» HOW TO COMPLETE THIS TASK
Where the data below has the string "nowrap", return the whole line.

» Dataset entries
::::

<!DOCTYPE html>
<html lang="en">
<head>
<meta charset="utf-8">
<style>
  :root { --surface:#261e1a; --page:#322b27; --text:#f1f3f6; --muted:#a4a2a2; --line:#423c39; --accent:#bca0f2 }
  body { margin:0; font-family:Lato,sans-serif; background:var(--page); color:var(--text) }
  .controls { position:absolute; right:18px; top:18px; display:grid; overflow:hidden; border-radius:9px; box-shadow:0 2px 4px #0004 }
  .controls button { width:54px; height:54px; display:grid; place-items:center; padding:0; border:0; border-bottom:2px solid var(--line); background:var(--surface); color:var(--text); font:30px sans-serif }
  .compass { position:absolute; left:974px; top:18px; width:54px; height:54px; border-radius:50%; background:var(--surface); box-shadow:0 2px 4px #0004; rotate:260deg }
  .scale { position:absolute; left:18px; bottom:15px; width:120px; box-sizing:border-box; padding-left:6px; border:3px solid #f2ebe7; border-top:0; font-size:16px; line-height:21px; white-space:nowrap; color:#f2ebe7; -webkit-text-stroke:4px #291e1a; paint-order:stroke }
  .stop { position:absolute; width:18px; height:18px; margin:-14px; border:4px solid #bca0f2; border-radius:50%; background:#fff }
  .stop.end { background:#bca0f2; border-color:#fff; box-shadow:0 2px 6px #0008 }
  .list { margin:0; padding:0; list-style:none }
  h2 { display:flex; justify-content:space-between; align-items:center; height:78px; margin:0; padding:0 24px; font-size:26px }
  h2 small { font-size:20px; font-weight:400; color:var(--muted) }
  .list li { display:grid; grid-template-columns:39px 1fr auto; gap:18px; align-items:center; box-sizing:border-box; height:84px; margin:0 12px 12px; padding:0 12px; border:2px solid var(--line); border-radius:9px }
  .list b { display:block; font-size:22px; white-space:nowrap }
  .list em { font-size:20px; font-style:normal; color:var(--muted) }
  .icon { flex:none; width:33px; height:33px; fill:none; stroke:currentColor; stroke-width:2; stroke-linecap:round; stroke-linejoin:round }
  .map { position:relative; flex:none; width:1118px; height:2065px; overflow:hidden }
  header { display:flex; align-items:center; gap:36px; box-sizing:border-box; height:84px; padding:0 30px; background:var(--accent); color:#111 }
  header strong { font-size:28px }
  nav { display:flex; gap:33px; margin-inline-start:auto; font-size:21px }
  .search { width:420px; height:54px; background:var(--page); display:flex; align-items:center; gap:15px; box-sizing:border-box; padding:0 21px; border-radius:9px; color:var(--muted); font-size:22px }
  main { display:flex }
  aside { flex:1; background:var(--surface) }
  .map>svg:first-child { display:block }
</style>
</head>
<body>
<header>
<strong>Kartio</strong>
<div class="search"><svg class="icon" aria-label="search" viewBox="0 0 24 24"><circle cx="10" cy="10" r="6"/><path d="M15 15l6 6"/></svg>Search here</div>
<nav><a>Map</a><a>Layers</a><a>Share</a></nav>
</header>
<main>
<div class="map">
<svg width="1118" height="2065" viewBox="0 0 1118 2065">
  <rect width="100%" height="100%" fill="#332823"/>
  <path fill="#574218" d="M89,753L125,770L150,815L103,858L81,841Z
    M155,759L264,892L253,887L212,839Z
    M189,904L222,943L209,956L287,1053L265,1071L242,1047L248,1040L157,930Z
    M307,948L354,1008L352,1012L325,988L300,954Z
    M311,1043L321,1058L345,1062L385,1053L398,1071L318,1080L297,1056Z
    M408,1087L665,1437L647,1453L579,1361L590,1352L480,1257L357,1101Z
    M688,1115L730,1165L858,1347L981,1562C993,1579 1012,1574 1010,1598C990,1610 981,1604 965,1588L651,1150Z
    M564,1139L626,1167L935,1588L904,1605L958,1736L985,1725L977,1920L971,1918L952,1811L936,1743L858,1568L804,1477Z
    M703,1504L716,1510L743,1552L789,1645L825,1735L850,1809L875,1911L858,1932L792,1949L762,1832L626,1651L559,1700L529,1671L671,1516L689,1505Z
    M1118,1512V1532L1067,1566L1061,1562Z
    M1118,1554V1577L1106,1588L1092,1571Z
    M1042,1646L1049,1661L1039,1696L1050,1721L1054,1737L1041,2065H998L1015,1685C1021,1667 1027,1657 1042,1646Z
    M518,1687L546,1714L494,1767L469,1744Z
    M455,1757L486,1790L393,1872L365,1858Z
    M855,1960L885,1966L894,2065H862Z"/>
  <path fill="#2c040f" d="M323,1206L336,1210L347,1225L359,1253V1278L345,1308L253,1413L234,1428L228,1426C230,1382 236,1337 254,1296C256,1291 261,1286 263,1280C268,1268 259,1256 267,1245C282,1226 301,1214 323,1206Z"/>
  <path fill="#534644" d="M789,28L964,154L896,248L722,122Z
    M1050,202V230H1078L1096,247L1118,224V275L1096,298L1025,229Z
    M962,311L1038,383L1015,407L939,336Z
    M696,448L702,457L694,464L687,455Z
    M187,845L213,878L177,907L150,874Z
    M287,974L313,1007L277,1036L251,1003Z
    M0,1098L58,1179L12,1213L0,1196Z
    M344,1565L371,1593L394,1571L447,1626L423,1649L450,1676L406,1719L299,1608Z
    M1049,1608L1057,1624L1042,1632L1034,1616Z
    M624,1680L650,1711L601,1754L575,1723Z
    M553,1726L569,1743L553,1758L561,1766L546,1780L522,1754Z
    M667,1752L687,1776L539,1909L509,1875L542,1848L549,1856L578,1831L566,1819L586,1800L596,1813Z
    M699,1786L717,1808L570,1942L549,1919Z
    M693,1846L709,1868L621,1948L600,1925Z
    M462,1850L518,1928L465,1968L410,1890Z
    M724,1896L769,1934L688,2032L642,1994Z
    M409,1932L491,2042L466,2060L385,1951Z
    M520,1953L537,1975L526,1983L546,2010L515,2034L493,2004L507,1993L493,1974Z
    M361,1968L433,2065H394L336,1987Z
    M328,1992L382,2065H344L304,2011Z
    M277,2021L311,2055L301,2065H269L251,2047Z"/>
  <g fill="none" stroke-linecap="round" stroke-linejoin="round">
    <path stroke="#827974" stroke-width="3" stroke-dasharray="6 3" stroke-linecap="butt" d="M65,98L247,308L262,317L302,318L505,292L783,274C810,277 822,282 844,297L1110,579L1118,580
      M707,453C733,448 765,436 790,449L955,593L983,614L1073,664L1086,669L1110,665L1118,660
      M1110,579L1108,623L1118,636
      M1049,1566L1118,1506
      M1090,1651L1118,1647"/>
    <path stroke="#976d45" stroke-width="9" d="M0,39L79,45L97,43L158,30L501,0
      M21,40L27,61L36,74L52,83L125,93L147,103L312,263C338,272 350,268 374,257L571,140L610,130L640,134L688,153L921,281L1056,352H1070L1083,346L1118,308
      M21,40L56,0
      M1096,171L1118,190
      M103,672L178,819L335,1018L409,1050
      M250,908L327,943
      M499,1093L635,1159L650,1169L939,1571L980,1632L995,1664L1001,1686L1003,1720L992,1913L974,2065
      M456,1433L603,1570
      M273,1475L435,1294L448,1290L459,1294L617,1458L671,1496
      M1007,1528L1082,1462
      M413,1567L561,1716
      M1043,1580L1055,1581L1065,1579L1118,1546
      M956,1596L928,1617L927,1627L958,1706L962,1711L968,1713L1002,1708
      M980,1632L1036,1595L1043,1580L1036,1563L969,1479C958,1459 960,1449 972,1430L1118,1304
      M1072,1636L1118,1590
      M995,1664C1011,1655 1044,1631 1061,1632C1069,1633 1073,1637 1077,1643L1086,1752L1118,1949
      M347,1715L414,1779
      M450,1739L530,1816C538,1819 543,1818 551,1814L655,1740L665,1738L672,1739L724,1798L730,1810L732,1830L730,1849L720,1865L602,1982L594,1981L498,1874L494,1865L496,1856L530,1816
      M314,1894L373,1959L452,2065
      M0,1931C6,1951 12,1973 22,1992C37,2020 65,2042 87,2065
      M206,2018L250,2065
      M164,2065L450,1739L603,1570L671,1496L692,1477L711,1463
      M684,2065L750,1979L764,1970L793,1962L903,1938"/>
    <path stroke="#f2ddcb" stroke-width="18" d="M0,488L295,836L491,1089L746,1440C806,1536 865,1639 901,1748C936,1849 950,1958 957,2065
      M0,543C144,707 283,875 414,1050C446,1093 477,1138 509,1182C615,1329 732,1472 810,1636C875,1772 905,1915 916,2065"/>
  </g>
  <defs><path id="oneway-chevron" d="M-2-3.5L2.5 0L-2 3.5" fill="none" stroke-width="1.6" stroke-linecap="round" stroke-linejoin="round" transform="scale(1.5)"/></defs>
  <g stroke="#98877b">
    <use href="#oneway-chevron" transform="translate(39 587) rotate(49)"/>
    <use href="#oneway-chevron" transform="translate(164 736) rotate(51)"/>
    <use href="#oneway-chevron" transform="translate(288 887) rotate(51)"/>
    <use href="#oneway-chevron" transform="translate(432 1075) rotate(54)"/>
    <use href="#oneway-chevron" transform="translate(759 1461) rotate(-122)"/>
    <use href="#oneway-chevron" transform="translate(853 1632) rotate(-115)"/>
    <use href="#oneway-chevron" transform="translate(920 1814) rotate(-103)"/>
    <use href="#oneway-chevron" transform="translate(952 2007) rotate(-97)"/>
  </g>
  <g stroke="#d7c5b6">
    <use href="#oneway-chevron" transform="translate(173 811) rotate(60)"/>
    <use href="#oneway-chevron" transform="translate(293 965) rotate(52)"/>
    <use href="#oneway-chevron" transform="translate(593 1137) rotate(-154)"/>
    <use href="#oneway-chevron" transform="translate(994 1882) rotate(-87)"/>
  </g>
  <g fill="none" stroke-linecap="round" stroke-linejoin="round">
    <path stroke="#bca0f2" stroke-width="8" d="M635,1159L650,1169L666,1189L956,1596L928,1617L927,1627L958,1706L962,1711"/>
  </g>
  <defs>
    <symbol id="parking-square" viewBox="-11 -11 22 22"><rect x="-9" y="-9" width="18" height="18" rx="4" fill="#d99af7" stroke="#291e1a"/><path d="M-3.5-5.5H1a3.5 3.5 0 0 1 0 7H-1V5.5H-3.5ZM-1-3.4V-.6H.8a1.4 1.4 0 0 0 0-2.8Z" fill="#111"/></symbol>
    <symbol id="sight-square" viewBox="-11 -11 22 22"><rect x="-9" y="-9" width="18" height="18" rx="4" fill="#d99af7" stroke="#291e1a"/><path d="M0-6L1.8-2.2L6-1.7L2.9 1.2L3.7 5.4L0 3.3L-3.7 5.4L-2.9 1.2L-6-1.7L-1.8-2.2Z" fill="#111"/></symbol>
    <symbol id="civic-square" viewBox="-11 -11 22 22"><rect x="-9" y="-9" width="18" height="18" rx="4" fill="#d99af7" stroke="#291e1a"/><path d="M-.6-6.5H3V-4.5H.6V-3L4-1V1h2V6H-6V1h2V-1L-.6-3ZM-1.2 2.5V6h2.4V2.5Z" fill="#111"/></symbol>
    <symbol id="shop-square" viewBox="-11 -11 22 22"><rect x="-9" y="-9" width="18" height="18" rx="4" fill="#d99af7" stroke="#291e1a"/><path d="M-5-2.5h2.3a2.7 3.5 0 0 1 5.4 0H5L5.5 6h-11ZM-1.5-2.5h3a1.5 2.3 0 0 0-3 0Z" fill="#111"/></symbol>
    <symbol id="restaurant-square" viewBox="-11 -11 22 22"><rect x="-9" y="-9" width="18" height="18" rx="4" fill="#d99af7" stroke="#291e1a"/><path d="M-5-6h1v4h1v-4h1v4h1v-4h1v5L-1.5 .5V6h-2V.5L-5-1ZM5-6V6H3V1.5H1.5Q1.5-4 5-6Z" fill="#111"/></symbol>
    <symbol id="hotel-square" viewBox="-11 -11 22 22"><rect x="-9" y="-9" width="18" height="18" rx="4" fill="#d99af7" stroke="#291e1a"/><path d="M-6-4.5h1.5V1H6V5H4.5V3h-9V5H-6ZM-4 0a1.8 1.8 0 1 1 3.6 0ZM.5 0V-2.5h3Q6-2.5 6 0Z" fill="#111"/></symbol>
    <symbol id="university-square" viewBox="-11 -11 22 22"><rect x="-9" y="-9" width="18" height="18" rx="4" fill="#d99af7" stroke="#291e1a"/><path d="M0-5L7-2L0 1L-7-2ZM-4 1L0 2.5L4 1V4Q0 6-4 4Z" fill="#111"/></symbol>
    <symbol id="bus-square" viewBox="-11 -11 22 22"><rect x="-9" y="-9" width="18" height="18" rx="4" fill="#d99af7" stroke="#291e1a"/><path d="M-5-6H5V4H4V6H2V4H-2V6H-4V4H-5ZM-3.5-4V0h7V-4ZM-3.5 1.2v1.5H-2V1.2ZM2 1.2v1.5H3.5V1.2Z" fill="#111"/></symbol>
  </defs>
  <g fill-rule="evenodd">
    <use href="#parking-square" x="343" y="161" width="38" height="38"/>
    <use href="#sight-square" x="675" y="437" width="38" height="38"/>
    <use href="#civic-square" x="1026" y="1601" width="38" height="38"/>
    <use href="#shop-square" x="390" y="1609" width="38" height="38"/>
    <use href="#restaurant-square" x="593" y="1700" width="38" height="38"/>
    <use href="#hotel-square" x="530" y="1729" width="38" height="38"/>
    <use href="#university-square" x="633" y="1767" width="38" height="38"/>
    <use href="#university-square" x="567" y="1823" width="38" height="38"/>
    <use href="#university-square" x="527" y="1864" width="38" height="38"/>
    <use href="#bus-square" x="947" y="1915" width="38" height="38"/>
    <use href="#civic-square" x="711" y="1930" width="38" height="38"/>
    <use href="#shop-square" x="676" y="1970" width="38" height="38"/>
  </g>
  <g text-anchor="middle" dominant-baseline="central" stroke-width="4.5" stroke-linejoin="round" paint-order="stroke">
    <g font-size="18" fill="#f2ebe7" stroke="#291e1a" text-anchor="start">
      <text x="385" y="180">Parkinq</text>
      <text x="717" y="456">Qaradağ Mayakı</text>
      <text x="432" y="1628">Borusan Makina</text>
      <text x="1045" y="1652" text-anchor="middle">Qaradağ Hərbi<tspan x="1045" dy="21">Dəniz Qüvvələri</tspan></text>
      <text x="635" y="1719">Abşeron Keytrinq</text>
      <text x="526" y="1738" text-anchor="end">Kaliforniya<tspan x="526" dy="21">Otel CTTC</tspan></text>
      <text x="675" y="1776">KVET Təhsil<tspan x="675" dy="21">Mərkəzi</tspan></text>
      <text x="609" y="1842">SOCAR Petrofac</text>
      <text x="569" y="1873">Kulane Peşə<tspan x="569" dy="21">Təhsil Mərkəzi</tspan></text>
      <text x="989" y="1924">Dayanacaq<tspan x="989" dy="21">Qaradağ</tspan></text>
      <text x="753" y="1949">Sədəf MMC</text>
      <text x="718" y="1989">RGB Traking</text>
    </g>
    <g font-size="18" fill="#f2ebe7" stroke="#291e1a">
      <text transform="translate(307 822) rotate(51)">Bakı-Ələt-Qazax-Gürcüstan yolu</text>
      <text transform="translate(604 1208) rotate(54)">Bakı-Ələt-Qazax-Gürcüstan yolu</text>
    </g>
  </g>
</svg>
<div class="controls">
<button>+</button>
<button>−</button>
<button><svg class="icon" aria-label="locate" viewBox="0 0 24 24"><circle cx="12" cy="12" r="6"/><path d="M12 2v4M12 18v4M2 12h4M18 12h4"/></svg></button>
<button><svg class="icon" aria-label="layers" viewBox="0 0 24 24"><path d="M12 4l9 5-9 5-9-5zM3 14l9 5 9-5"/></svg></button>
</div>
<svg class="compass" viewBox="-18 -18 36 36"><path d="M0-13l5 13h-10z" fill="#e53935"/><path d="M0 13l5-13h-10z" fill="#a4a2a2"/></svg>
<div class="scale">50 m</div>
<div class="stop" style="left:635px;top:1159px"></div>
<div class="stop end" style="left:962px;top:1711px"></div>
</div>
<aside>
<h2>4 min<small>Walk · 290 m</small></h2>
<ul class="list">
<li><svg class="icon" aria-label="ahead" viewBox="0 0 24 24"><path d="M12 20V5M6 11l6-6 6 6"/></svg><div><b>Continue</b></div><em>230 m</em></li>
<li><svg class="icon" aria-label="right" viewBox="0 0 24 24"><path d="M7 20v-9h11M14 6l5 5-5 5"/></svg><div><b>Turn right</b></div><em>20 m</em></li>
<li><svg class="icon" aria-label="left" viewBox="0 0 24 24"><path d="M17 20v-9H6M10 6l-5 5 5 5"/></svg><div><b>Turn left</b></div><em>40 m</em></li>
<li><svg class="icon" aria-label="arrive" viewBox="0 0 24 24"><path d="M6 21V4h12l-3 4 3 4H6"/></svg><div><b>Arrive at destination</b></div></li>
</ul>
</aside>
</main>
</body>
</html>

::::

» ANSWER SPACE
  .scale { position:absolute; left:18px; bottom:15px; width:120px; box-sizing:border-box; padding-left:6px; border:3px solid #f2ebe7; border-top:0; font-size:16px; line-height:21px; white-space:nowrap; color:#f2ebe7; -webkit-text-stroke:4px #291e1a; paint-order:stroke }
  .list b { display:block; font-size:22px; white-space:nowrap }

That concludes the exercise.